Forcing the compiler’s hand
GCC and Clang use cost models for inlining decisions. A function that exceeds the instruction threshold at a given optimization level may not be inlined even when it would be beneficial. Two escape hatches exist.
__attribute__((always_inline)) forces inlining regardless of size or optimization level:
__attribute__((always_inline)) static inline int add(int a, int b) {
return a + b;
}
MSVC’s equivalent is __forceinline. There is no standard C++ attribute for this yet, though [[gnu::always_inline]] works on GCC and Clang. The compiler will warn if it genuinely cannot honor the request, for instance because the function is recursive.
The inverse, __attribute__((noinline)), prevents inlining. This is useful for benchmarking the non-inlined baseline, for keeping profiler call graphs readable, or for functions that must not be duplicated for code size reasons.
Profile-guided optimization takes a different approach entirely. It collects actual call frequency data from a real workload and feeds it back to the compiler, which then makes inlining decisions based on measured hotness rather than static heuristics:
gcc -O2 -fprofile-generate -o program_inst main.c
./program_inst < representative_workload.txt
gcc -O2 -fprofile-use -o program_opt main.c
PGO also enables speculative devirtualization: if a virtual call site is monomorphic 99% of the time in the profile, the compiler emits a direct, inlineable call guarded by a type check, with the vtable dispatch as a fallback. Google’s documentation on Clang PGO reports 5-15% performance improvements from PGO across real C++ applications, with a significant fraction coming from better inlining decisions.
Putting it together
The lesson from Lemire’s post is that function calls have real, measurable overhead. The more consequential lesson is about what that overhead enables the compiler to avoid. A call in a tight loop is not just 10-15 cycles; it’s a signal to the optimizer that it cannot see what happens next, which forecloses vectorization, constant propagation across the boundary, and a range of other transforms that compound together.

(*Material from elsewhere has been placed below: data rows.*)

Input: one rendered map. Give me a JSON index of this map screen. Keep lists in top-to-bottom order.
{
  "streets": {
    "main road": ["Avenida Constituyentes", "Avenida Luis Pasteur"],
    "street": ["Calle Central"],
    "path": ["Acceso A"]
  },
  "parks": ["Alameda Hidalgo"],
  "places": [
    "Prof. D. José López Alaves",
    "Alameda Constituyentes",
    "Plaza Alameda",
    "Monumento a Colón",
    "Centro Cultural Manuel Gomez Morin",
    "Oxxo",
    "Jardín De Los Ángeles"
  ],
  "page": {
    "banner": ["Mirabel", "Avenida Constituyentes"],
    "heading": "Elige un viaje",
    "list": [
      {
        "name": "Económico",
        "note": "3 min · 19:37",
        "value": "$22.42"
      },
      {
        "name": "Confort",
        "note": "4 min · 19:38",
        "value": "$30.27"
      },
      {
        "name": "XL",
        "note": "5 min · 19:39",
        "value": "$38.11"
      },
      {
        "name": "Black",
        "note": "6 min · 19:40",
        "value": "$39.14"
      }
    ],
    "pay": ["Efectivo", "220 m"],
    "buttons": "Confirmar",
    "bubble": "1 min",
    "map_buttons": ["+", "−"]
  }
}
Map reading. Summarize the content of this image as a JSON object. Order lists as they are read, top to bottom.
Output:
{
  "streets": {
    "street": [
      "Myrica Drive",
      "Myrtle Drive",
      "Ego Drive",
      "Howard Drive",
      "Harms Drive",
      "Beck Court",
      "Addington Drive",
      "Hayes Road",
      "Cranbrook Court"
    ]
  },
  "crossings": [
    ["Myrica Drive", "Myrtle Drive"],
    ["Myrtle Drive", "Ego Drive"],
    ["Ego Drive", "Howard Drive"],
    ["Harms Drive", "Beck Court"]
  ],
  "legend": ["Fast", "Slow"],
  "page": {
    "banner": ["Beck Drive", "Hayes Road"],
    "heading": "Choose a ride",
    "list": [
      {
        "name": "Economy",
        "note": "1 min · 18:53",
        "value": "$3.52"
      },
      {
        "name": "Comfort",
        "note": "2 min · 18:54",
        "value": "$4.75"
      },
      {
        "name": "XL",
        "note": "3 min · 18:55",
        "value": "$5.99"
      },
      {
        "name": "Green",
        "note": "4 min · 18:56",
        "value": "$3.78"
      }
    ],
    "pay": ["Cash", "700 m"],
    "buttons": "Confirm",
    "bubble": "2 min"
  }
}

The practical guidance follows directly. Functions that appear in tight loops should be visible to the compiler at the point of use, through headers, static inline, or LTO. Avoid std::function in hot paths; prefer templates and lambdas. Use __attribute__((always_inline)) when the cost model is getting in the way of a known-beneficial inline. And if the workload is stable enough to profile, PGO will make better inlining decisions than any static heuristic.
The 10-15 cycle number is real. The 8x vectorization gain that disappears when the function call is present is more real. Both are worth understanding, and the second one is the reason tight-loop performance in C and C++ rewards paying close attention to what the compiler can see.